Amy says: Once I decided on a topic, I wrote a first draft of my essay really fast. But when I asked my favorite teacher for editing help, he said he thought it was too scattered. I started freaking out. I didn't want to start over.
I calmed down when he suggested that I focus on one story in the essay, and make that into the whole thing. Instead of starting over, I focused on the details of that story and what it showed about me.
Eventually, you want to be able to write a single sentence that sums up the main point of your argument. This is the thesis statement of your essay. You must state your thesis clearly and directly. It is the one most important sentence of your essay!
If you were to continue with our brainstorming example about studying law, you might end up with a thesis statement like this: "Although I grew up surrounded by family members on the police force, it was only after personal experiences with injustice that I realized I had a deep interest in the law." Of course, that is only one possible thesis. You may discover that it's easier to think of essay topics than you expect, and harder to settle on a single argument and thesis.
Once you have written a possible thesis sentence, write a couple of sentences to introduce your topic more generally. For example, after the thesis statement above, you might go on to explain who in your family was a police officer, and how you felt about the law before the personal experiences mentioned.
Lots of people have a hard time writing an introduction. Sometimes it's hard to crystallize your thoughts about the essay as a whole before you've written it. If it is taking you too long to write an introduction, skip it for now. You don't have to write your essay in the order people will read it!

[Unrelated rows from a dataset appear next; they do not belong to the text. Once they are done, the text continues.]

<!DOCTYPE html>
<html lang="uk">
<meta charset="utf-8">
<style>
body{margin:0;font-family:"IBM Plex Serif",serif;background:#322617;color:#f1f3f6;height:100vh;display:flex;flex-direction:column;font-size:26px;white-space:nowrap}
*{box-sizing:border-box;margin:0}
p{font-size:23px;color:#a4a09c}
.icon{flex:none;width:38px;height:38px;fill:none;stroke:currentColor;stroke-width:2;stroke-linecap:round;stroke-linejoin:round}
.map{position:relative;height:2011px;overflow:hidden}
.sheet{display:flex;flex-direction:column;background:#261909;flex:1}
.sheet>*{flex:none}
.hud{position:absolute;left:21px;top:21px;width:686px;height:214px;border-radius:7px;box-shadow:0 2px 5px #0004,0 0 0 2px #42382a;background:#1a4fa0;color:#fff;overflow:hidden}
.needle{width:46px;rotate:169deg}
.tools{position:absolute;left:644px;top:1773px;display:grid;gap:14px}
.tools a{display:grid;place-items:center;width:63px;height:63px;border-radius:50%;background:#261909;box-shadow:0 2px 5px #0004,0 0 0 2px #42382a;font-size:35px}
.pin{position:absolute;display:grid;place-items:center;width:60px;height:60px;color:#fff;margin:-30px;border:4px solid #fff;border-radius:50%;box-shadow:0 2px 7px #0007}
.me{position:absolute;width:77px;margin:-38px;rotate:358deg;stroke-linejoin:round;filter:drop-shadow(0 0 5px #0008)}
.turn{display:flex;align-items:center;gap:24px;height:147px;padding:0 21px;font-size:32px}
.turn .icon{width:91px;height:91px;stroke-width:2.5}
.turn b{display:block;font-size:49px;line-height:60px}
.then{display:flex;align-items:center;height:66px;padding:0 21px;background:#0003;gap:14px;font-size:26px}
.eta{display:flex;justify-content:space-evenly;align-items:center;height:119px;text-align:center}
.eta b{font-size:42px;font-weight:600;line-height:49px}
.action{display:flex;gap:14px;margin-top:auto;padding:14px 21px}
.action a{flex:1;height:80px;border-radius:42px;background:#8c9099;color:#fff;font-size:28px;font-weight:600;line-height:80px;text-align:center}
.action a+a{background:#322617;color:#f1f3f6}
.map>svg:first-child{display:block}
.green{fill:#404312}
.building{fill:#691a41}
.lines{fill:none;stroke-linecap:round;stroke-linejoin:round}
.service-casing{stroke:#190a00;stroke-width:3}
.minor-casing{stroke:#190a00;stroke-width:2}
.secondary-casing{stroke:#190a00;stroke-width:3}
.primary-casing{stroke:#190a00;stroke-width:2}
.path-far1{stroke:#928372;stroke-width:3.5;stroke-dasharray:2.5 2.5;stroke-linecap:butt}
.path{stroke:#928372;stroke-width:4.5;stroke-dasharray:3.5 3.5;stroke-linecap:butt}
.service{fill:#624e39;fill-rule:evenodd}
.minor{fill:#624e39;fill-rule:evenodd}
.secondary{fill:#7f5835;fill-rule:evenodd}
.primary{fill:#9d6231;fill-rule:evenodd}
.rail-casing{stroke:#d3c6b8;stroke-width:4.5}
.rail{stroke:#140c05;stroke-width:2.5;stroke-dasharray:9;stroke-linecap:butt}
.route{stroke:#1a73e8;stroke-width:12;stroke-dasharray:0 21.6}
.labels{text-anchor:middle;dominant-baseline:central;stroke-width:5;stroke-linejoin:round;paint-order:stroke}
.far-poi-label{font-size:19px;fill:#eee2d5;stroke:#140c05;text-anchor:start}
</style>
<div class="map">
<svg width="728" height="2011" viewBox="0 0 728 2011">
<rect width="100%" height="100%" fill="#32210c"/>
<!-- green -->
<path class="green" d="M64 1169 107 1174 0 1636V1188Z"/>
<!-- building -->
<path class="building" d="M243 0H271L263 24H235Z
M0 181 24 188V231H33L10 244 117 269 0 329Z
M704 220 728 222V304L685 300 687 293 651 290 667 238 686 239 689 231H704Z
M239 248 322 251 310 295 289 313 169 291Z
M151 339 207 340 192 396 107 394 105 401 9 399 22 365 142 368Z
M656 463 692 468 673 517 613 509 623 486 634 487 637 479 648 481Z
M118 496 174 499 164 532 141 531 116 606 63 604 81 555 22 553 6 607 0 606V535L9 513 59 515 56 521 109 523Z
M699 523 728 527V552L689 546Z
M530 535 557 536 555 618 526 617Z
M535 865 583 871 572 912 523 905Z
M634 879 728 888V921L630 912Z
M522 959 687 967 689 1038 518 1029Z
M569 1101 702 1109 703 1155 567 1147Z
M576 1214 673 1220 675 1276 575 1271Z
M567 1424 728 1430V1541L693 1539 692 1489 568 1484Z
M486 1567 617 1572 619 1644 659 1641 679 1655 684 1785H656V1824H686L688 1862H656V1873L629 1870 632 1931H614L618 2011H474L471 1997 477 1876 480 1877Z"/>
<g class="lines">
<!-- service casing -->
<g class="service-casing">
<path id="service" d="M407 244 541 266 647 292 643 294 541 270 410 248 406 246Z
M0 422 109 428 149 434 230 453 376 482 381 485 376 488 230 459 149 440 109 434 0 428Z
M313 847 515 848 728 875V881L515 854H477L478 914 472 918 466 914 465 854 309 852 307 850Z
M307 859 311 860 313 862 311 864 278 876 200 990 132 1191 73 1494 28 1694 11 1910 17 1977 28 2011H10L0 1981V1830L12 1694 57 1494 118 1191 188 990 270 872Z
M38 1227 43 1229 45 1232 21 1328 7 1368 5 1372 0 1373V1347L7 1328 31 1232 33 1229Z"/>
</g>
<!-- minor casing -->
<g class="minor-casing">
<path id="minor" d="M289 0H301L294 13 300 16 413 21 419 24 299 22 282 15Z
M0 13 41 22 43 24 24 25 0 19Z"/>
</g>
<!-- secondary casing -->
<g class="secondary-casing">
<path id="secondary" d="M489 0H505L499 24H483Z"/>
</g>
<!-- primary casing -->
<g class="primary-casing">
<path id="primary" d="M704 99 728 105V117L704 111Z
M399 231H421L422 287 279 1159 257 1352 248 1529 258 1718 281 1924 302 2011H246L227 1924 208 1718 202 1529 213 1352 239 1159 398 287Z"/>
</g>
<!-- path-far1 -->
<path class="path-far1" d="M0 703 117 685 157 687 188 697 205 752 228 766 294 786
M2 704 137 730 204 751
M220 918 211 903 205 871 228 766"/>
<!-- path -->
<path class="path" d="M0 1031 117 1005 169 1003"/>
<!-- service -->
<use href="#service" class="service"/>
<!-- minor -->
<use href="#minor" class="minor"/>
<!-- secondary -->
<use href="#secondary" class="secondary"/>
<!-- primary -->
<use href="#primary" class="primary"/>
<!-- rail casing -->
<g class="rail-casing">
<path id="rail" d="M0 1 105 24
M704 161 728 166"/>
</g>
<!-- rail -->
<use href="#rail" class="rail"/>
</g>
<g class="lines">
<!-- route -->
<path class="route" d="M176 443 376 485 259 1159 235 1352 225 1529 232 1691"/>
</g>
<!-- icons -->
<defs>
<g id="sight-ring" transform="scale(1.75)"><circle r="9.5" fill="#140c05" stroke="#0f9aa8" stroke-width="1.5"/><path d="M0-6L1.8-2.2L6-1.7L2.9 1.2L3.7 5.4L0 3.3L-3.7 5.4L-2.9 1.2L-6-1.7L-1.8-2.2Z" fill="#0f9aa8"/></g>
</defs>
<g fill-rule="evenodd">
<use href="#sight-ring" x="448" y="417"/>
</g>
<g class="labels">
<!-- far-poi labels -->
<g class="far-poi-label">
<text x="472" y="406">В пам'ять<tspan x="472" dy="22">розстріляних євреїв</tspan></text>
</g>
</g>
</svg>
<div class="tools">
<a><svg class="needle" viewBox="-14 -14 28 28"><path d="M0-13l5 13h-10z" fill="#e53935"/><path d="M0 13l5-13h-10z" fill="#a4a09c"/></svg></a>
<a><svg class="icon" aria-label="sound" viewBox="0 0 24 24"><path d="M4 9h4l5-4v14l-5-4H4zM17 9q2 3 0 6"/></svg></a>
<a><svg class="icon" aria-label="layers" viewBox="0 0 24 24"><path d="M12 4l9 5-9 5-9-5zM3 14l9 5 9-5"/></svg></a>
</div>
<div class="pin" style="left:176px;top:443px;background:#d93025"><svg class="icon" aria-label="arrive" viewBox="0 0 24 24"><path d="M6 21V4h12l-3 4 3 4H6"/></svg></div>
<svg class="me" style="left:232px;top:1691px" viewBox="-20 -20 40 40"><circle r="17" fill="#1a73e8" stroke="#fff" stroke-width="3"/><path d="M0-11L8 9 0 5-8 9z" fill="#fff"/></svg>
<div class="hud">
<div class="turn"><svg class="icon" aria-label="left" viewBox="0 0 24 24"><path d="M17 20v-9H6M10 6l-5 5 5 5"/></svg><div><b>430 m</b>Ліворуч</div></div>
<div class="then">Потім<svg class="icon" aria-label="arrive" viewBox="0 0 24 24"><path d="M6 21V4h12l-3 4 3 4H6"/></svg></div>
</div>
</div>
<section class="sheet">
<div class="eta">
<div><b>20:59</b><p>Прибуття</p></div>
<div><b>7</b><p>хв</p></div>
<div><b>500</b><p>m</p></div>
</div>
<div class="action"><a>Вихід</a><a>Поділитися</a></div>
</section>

Remember those ideas you brainstormed and wrote down? Now that you've decided on an argument, take another look at them. Will they work to support your argument as examples, or as part of a narrative? In the case of our imaginary essay about studying law, several of them could work for this. These will be your paragraphs for the body of the essay.
In this case, you might have a paragraph about growing up in a family of police officers, and another paragraph about how "the law" used to feel like something abstract and solid, thanks to a love of Law & Order and similar shows. Then you could take several paragraphs to explain the injustice mentioned in the brainstorming list, and how it changed your interest and opinion of the law.
Conclusions can be just as hard to write as introductions. In most essays, conclusions should restate the main points of the body of the essay, and then explain why these points prove your thesis.
How would you conclude our example essay? You could write a paragraph acknowledging that you don't know what you want to do with a law degree specifically, but that you know that it opens many doors.
Finally done writing a complete essay? Congratulations! You've earned a break, but don't waste your hard work by submitting your first draft. Show your essay to a trusted mentor, such as a teacher, family member or adult friend. Ask them to read it and give you whatever help they can. Ask for suggestions about the structure, the topic, the grammar, the spelling and the tone.
Take a break from the essay for a day or two, and then come back to it with fresh eyes. Read it from beginning to end, and ask yourself the following questions:
With outside feedback and your own fresh reaction, you can begin revising your essay to improve it. College admissions staff members see thousands of essays every year, and they can tell when an essay has just been thrown together. Revising and rewriting really does make for a better essay, so make sure you keep working until you feel proud of what you've written!